Bjork
Biophilia
One Little Indian, Polydor
10.5.11
There's an app for that. Bjork's seventh studio album proper, was preceded by months of history's geekiest album hype, so much that it threatened to overwhelm the project entirely. Designed as a somewhat interactive multimedia presentation, Biophilia had the input of everyone from Apple to David Attenborough to Nikola Tesla to National Geographic in both design and execution: there's a set of songs you can download, yes, but there's also a series of iPad apps, written essays, games, animations, live shows, and for all we know, guerilla street theater. If the Icelandic performance-art chanteuse wanted to distance herself from the pop mainstream after the Timbaland constructions on her last effort, 2007's Volta, she picked a hell of a way to do it.
Since the Balkanization of the record industry, intelligent, cultish name artists have doubled down on this kind of thing -- no longer does a performer make a covers album or a Christmas album, but rather a project with a very specific set of reference points, feeding the maw of the information age with incredibly dense projects you can really dig into. In fact, the concept of "album" has already evolved into a cloud of which it is only the center; the art now only begins as an individual vision, and then expands outward into whatever the consumer chooses to make of it. If enough people are listening, anything you say can become a meme.
This review only seeks to understand Biophilia as an album. And that's okay, because Bjork created it that way at its center, sitting at home in Reykjavik and noodling on -- that's right -- an iPad. She's Bjork, though, so that also means she had a gamelan/celeste hybrid created that she could control with a keypad, as well as "gravity harps" that create random tones out of a series of Foucault-style pendulums, wrote songs in difficult time signatures like 7/4 and 17/8, and added a gorgeous-sounding Icelandic female choir to her own amazing multi-tracked vocals.
Daunting, even for Bjorkophiles, even more so when you consider how seriously she took the project's theme: spiritual rebirth through the observation of universal phenomena. And yet, the effort sounds as natural as it needs to -- the end result of this arthouse orgy is a very gentle mix of Western and Eastern chamber music, with occasional dnb beats thrown in, and synth washes and delicate vocals for shading. A song like the opener, "Moon," stimulates more of your brain as you open up to it; like every track here, it mimics in form what its titular phenomenon does in nature, so there are repeating music cycles undulating against each other as she intones: "As if the healthiest pastime / Is being in life-threatening circumstances / And once again be reborn / All birthed and happy."

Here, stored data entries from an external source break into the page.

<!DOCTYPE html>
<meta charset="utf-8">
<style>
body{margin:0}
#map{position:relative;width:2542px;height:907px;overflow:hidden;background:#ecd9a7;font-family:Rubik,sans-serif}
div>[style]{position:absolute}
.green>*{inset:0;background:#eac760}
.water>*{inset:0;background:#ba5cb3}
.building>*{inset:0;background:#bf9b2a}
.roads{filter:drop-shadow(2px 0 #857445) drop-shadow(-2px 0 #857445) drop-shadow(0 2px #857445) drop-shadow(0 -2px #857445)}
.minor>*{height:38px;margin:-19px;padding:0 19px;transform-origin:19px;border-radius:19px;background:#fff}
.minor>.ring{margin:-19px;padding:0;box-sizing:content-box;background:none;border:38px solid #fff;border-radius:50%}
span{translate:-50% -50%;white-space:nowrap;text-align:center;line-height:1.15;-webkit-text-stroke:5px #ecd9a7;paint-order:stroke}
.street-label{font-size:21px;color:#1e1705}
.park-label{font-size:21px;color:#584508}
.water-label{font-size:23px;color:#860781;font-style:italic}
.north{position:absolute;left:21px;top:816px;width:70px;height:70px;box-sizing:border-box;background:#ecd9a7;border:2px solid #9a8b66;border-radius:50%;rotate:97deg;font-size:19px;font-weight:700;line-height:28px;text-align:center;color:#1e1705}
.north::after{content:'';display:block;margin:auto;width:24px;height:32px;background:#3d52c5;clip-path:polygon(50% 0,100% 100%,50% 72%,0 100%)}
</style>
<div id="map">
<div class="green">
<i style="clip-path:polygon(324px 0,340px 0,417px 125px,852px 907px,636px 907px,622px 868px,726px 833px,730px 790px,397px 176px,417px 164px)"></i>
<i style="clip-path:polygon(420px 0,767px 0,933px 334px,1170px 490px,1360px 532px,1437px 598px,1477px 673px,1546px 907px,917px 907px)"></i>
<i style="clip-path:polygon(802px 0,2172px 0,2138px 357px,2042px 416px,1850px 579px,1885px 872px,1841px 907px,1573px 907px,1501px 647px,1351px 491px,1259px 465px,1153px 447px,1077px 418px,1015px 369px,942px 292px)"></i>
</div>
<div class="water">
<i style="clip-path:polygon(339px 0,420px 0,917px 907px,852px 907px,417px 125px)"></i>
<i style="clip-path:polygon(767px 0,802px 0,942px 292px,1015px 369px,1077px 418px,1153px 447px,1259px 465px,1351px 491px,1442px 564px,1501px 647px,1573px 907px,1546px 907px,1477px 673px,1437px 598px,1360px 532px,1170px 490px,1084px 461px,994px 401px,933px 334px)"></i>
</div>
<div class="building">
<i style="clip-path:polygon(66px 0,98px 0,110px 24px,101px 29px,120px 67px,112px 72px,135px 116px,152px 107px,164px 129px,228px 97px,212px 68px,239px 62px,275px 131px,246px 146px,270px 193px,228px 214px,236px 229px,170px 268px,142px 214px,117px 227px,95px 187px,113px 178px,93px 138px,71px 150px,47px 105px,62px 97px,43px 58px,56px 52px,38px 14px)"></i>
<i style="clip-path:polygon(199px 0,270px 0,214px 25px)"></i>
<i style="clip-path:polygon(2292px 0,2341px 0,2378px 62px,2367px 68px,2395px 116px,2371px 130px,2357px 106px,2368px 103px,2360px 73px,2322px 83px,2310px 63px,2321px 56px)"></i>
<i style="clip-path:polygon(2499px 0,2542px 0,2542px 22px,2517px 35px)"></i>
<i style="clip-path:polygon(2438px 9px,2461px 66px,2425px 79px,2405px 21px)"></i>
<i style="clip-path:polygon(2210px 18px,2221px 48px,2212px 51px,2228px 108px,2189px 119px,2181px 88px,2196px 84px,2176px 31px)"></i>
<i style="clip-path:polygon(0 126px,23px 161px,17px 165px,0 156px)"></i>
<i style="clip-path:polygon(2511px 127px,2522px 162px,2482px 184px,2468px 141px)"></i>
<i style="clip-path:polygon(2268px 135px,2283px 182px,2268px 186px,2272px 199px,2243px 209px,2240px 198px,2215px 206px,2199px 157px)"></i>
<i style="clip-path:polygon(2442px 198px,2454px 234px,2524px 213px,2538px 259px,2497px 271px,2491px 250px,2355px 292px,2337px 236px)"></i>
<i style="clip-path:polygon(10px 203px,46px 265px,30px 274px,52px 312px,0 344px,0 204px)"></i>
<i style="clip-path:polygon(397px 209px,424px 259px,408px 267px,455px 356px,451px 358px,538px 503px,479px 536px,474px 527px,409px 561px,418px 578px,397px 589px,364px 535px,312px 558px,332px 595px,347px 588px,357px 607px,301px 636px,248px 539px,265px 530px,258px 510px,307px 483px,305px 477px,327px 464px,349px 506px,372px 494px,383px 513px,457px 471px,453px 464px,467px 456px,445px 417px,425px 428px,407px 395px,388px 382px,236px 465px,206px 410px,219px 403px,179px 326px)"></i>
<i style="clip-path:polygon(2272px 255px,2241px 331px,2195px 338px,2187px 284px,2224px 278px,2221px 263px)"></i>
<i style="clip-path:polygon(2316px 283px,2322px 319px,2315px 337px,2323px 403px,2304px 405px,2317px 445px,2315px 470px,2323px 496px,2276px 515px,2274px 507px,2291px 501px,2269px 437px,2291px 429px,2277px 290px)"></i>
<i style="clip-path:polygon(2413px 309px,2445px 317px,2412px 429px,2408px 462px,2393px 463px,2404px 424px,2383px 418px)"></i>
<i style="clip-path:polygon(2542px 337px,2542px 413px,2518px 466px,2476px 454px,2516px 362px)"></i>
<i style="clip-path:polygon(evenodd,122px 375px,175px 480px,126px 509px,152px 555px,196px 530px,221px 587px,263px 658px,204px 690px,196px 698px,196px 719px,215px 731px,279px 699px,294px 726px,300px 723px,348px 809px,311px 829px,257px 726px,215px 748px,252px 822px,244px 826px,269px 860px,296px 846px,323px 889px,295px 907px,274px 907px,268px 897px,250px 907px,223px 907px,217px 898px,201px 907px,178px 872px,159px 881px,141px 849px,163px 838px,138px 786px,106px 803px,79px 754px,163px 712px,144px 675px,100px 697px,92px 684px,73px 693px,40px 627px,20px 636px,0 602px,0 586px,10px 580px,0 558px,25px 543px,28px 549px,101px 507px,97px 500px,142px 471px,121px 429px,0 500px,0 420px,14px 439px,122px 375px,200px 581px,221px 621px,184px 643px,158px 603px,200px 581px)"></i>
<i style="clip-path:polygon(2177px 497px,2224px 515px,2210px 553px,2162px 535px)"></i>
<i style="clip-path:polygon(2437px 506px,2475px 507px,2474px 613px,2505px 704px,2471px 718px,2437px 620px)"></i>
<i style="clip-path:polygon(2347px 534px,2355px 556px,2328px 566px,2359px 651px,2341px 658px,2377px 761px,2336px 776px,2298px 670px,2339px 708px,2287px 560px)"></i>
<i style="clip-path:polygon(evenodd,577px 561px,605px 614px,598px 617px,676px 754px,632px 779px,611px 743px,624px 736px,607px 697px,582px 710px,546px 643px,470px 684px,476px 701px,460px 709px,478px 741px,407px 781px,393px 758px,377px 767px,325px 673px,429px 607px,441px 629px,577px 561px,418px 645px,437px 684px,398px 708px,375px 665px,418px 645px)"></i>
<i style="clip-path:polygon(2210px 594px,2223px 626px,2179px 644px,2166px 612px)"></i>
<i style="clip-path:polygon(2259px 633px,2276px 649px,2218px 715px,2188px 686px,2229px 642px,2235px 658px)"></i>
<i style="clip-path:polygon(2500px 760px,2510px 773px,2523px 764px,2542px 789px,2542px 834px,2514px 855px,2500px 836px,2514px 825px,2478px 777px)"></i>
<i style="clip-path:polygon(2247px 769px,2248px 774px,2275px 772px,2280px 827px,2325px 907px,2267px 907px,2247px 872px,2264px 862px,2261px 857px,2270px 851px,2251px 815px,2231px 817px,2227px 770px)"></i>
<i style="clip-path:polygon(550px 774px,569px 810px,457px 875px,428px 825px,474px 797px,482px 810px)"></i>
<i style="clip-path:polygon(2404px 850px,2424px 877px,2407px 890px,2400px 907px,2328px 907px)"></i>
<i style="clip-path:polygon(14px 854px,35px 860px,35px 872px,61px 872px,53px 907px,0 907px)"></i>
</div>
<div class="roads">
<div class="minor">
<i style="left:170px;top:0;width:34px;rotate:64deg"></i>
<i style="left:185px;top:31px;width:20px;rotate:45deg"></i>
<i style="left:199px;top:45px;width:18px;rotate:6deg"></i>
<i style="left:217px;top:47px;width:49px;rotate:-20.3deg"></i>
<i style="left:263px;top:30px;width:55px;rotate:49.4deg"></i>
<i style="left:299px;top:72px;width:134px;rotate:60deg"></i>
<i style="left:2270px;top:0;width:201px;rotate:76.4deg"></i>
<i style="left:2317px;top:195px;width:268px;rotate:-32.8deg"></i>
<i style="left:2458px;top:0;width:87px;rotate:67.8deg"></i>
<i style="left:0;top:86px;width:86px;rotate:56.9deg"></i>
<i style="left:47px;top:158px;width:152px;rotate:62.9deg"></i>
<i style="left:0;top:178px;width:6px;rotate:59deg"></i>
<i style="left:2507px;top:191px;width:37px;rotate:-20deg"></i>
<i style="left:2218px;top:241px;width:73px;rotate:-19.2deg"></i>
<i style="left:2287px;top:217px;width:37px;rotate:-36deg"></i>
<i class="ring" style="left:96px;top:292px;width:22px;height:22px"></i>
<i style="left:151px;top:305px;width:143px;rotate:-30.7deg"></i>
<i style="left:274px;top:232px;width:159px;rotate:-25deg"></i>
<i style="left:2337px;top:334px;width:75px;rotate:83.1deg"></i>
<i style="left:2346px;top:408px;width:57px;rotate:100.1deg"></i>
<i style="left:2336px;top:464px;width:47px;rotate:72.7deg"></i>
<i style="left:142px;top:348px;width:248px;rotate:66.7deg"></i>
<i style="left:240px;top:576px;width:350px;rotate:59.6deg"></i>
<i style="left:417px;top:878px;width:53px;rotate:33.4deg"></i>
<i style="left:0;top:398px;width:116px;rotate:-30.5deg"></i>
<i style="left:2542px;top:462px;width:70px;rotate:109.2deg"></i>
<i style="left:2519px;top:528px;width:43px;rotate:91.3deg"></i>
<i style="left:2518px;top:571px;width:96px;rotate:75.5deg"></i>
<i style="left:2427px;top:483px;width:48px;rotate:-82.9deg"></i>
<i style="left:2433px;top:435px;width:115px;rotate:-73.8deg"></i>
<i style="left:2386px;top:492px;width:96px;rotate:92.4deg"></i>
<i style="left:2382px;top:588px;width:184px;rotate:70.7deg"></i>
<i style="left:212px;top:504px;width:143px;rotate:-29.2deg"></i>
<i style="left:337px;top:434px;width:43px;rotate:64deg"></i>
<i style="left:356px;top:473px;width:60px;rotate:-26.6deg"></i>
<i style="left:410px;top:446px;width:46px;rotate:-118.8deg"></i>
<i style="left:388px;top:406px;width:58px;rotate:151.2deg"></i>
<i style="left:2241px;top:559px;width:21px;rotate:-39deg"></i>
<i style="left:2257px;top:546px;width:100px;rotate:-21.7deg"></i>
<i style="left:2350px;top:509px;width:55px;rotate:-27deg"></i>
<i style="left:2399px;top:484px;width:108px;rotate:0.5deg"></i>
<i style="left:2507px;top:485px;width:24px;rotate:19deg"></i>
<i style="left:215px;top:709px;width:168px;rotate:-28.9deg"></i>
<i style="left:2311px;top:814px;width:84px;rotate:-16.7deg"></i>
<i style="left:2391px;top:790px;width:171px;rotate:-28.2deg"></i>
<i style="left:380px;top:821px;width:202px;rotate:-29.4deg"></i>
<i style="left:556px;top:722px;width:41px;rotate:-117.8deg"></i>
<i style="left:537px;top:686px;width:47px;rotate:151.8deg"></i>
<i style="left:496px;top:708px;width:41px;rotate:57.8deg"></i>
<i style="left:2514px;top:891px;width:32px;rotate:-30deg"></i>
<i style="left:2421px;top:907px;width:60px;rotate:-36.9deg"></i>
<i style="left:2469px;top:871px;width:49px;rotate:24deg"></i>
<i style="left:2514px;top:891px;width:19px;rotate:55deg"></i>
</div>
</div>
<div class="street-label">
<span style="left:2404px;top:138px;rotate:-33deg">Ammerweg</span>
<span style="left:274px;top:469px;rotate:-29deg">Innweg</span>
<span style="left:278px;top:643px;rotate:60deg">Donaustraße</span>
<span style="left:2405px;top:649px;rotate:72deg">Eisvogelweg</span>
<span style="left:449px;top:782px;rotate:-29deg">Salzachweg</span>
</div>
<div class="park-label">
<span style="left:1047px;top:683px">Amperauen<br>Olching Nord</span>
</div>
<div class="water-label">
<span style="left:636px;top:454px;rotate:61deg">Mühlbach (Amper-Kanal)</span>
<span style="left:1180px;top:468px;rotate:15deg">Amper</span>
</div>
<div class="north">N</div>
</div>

Because Bjork is as in control of her muse as she is her ever-more-formidable vocal instrument, you don't need to know all this to enjoy it. You can merely close your eyes (!) and dive into the brief, menacing interlude of "Dark Matter," for example, without knowing that it was written in gibberish simply because science doesn't know what to make of it yet. "Virus" isn't the first song to make falling in love seem like a disease, but it may be the first to make both seem like a healthy process. The single (and musical red herring) "Crystalline" sums up the album's zeitgeist perfectly in its zeal to open oneself to human emotional change the way natural cycles accept the physical kind. Biophilia is the most challenging album Bjork's made yet, not least because her subject matter forces all the songs to be taken at a slow, deliberate, methodical pace; it also means that voice, which she has more power over than ever, isn't allowed to soar to the heights it usually does. But as ear candy, it works just fine on its own, assuming you meet it halfway. Think of Biophilia as a planetarium show going on inside your soul. And wherever else in the physical world you agree to meet it.
Graded using the Third Eye Method:
Impact: 72. Our little ice pixie has an almost Kubrickian way of translating the universe sometimes. Like him, however, she can come off cold and dull if you don't get her vision.
Invention: 95. Through the roof. No throat singing this time, happily.
Integrity: 83. Technology is quietly sneaking performance art into the mainstream.